In our latest manuscript, we elucidate the atomistic mechanisms that define the interactions between two commonly used environmentally sensitive dyes (Laurdan & di-4-ANEPPDHQ) and liquid-ordered (Lo) and liquid-disordered (Ld) lipid bilayers which they are used to investigate. Laurdan and di-4-ANEPPDHQ are solvatochromatic dyes that are perfect for probing lipid phases as the more loosely packed Ld phase presents are significantly more hydrated than the more tightly packed Lo phase, which results in a significant fluorescence spectrum shift of the dyes. However, the underlying knowledge of the exact mechanisms behind these spectral shifts is still lacking and understudied. Furthermore, the effect that these dyes have on the intrinsic properties of the membranes they are probing is unknown. In this work, we combine a multi-scale computational investigation of these dye molecules and their interactions with Lo and Ld membranes with complimentary fluorescence imaging of giant unilamellar vesicles and live HeLa cells to demonstrate how the lipid order reported by these dyes depends on their staining concentration and the molecular mechanisms which drive this dependence. In doing so, our results show the profound effect that environmentally sensitive (ES) dyes have on the lipid membranes they probe.
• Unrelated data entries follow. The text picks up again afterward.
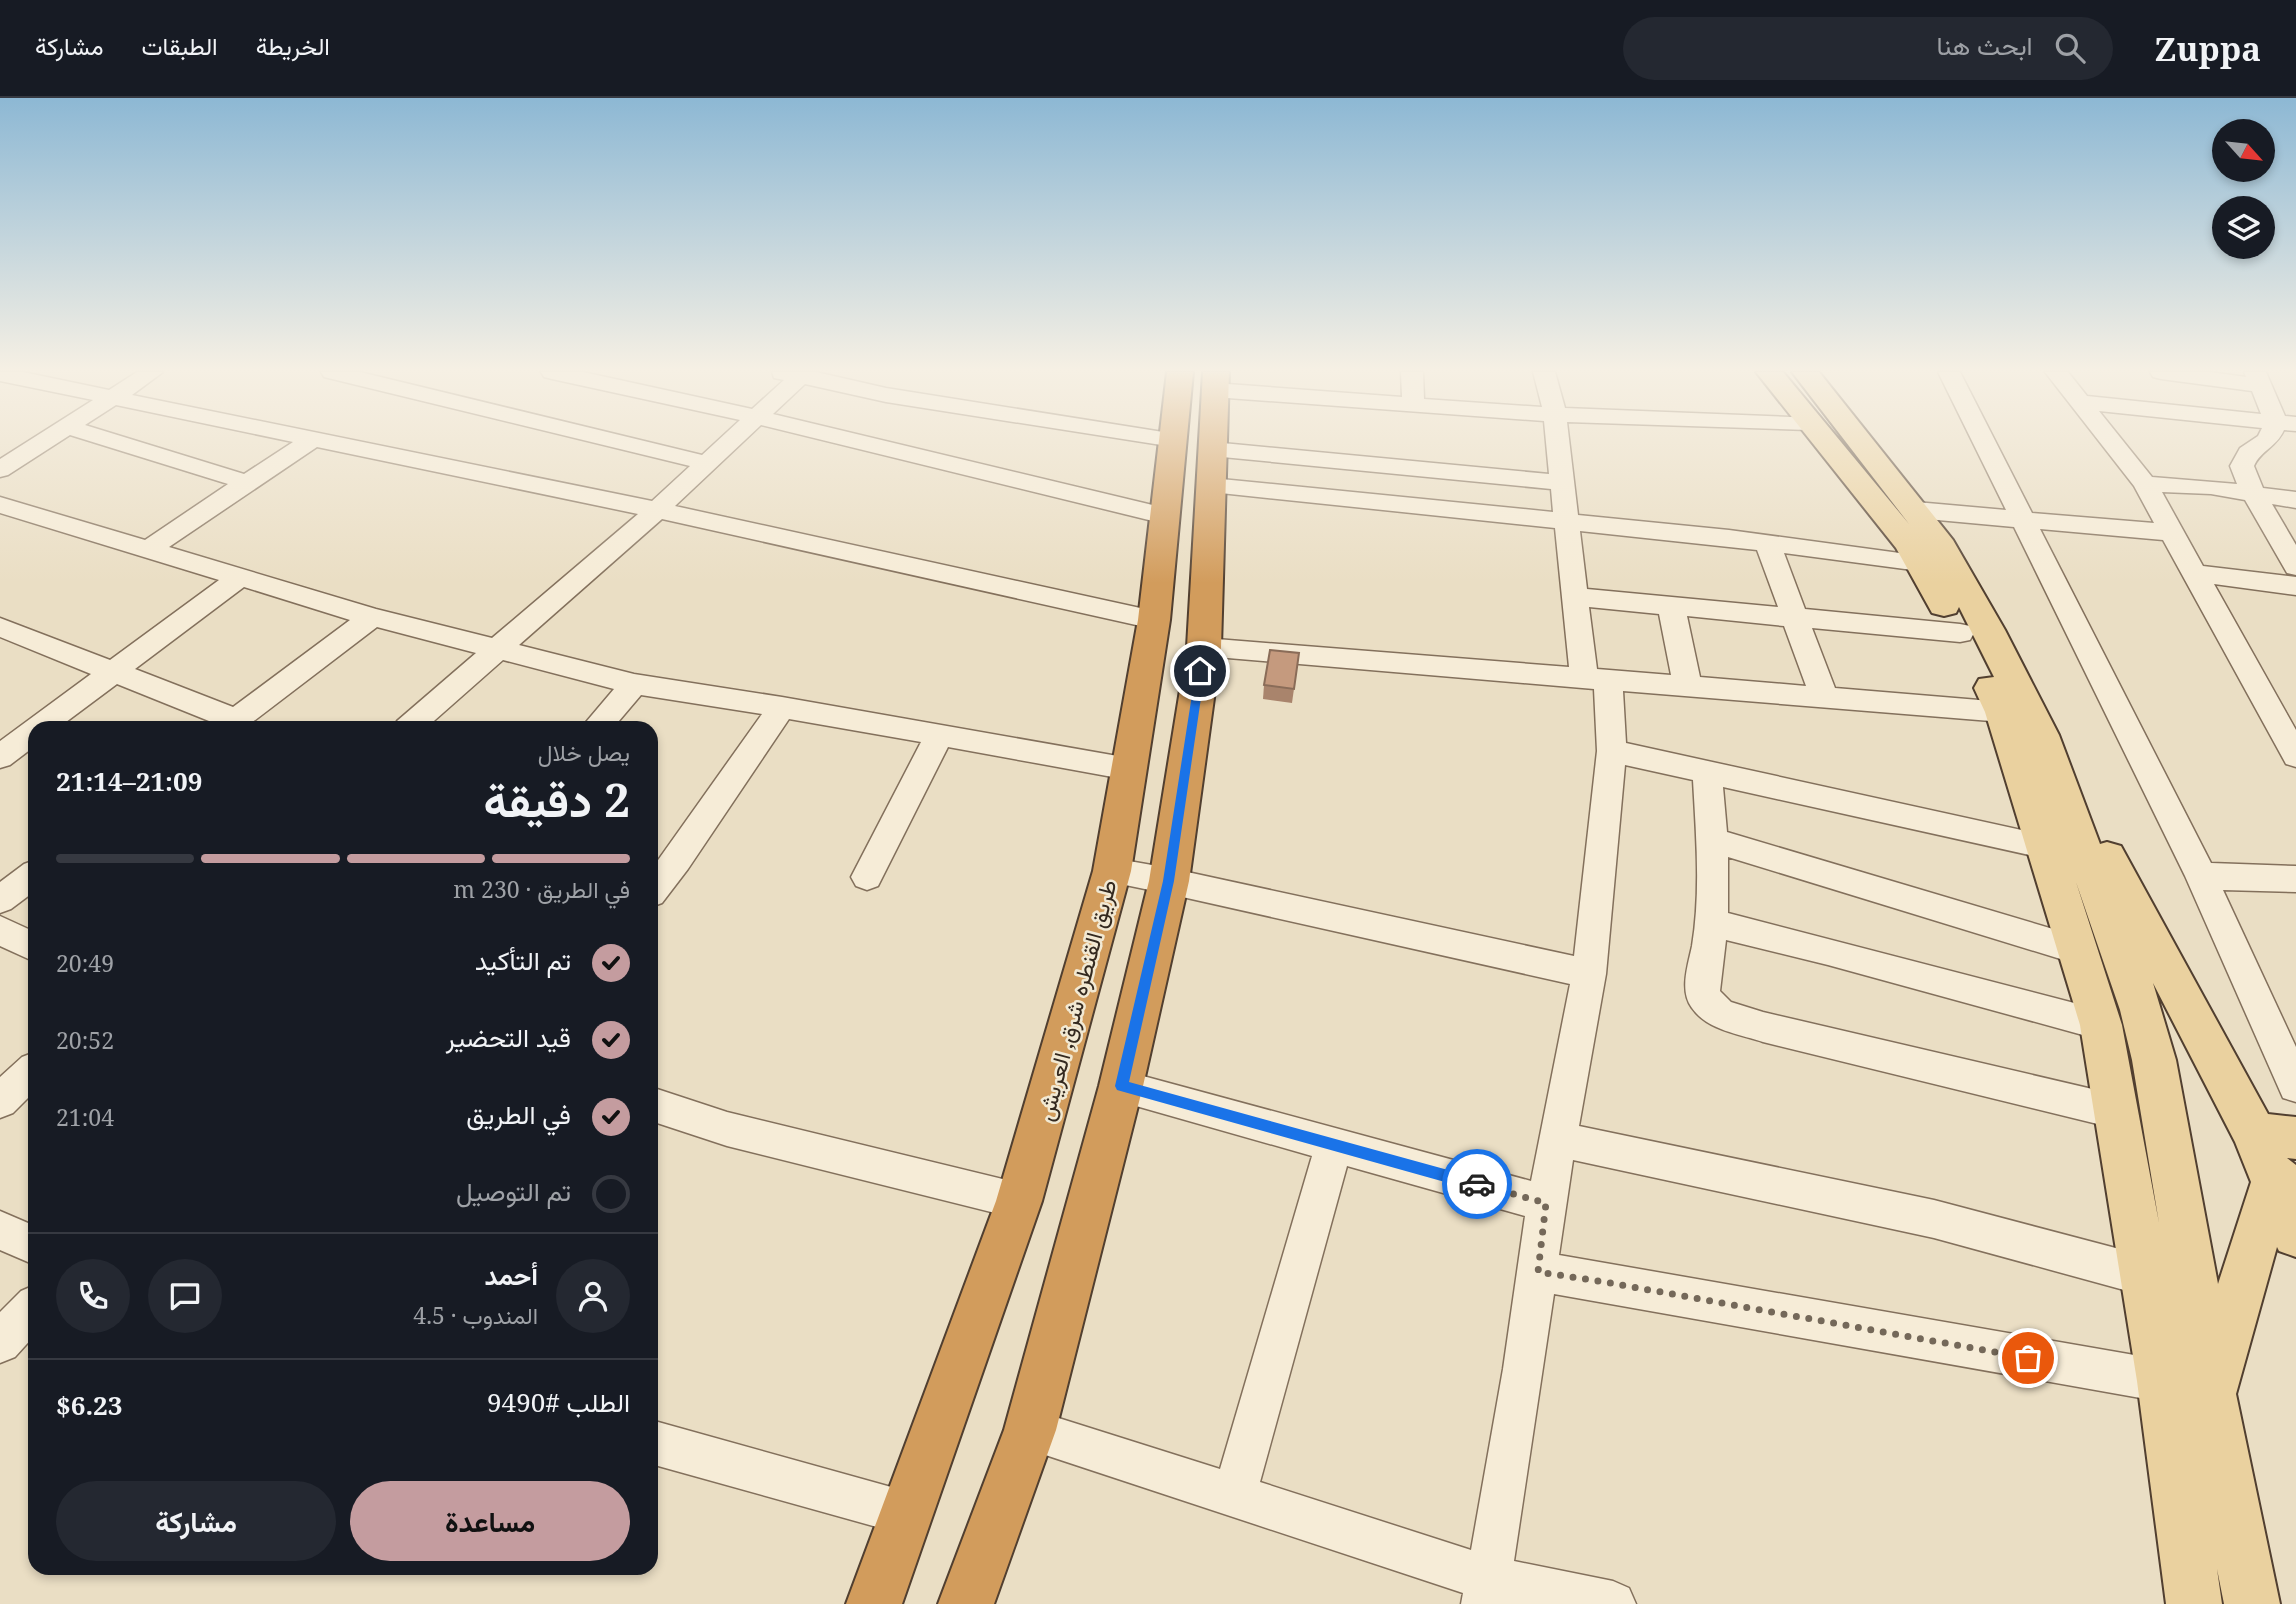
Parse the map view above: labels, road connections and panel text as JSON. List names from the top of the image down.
{
  "streets": {
    "highway": ["طريق القنطره شرق, العريش"]
  },
  "north": "bottom right",
  "page": {
    "header": "Zuppa",
    "search": "ابحث هنا",
    "nav": ["الخريطة", "الطبقات", "مشاركة"],
    "heading": ["2 دقيقة", "يصل خلال", "21:09–21:14"],
    "panel": [
      "أحمد",
      "المندوب · 4.5",
      "الطلب #9490",
      "$6.23"
    ],
    "bar": "في الطريق · 230 m",
    "list": [
      ["تم التأكيد", "20:49"],
      ["قيد التحضير", "20:52"],
      ["في الطريق", "21:04"],
      "تم التوصيل"
    ],
    "buttons": ["مساعدة", "مشاركة"]
  }
}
The importance of this work is that it:
- Provides a detailed description of the effect of these ES dyes on the lipid membranes they probe. We show that the presence of both dyes has an effect on the level of hydration of the headgroups of proximal lipid molecules. Additionally, we show that the presence of the dyes result in a reduction in the order of the proximal lipid molecules in both cases. In fact, we show that in the case of di-4-ANEPPDHQ the reduction in order of the lipids is at least in part due to the fact that the dye molecules maintain a level of hydration as they enter the bilayer.
- Reports a significant concentration dependence on the GP values found with di-4-ANEPPDHQ in HeLa cells. We found that the measured GP value of low concentrations of di-4-ANEPPDHQ in the ‘disordered’ regions of the cell membrane is practically indistinguishable from the measured GP value of higher concentrations of the dye in the ‘ordered’ regions of the cell membrane. Meanwhile, we observe no such change in the measured GP for Laurdan across the same concentration range in the HeLa cell membranes. This indicates that (1) di-4-ANEPPDHQ may preferentially partition into the liquid ordered phase of cell membranes and (2) that Laurdan may be more suitable for biological experiments where a comparison between samples is required and the exact dye:lipid ratio cannot be easily quantified.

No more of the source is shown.